» **Problem to solve**: The answer should be each line from the entries below that has the word "Gate" in it.

[Stored data]
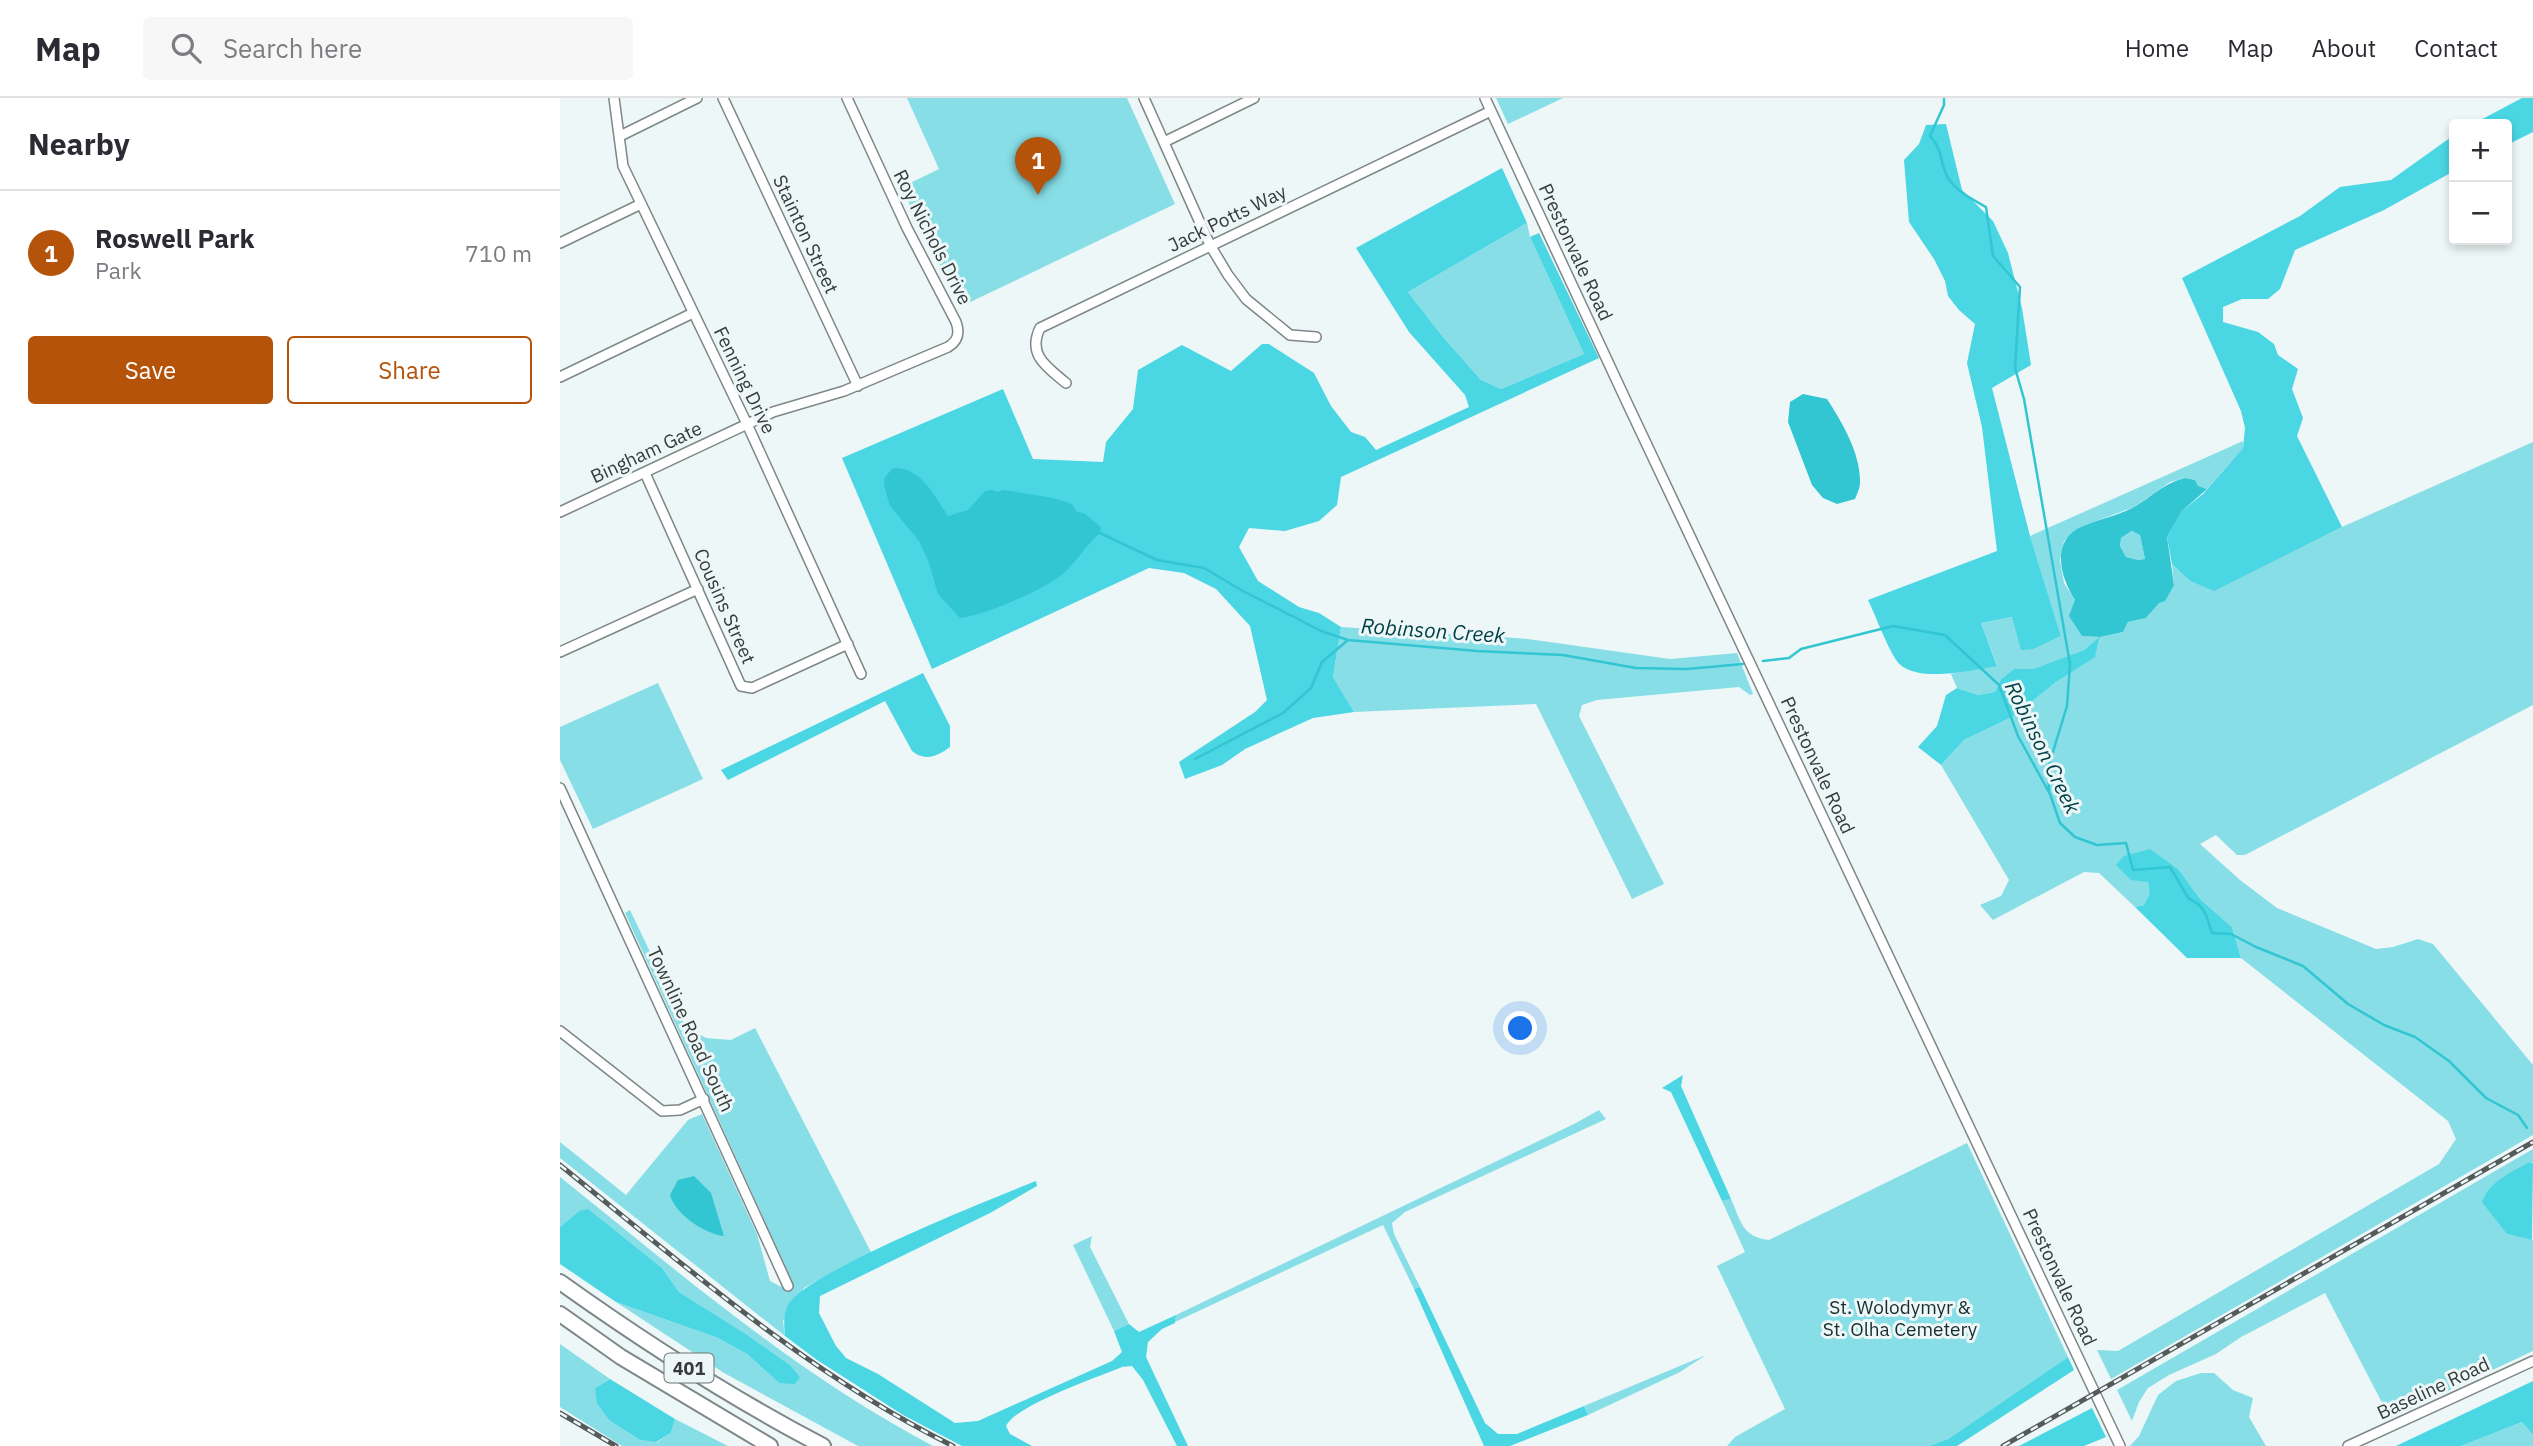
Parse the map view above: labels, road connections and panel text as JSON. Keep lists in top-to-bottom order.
{
  "streets": {
    "highway": ["401"],
    "street": [
      "Jack Potts Way",
      "Stainton Street",
      "Roy Nichols Drive",
      "Prestonvale Road",
      "Fenning Drive",
      "Bingham Gate",
      "Cousins Street",
      "Townline Road South",
      "Baseline Road"
    ]
  },
  "crossings": [
    ["Jack Potts Way", "Prestonvale Road"],
    ["Stainton Street", "Roy Nichols Drive"],
    ["Roy Nichols Drive", "Fenning Drive"],
    ["Roy Nichols Drive", "Bingham Gate"],
    ["Fenning Drive", "Bingham Gate"],
    ["Fenning Drive", "Cousins Street"],
    ["Bingham Gate", "Cousins Street"]
  ],
  "water": ["Robinson Creek"],
  "parks": ["St. Wolodymyr & St. Olha Cemetery"],
  "page": {
    "header": "Map",
    "search": "Search here",
    "nav": [
      "Home",
      "Map",
      "About",
      "Contact"
    ],
    "heading": "Nearby",
    "map_buttons": ["+", "−"],
    "pins": "1",
    "list": [
      {
        "mark": "1",
        "name": "Roswell Park",
        "note": "Park",
        "value": "710 m"
      }
    ],
    "buttons": ["Save", "Share"]
  }
}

» **Task answer**:
      "Bingham Gate",
    ["Roy Nichols Drive", "Bingham Gate"],
    ["Fenning Drive", "Bingham Gate"],
    ["Bingham Gate", "Cousins Street"]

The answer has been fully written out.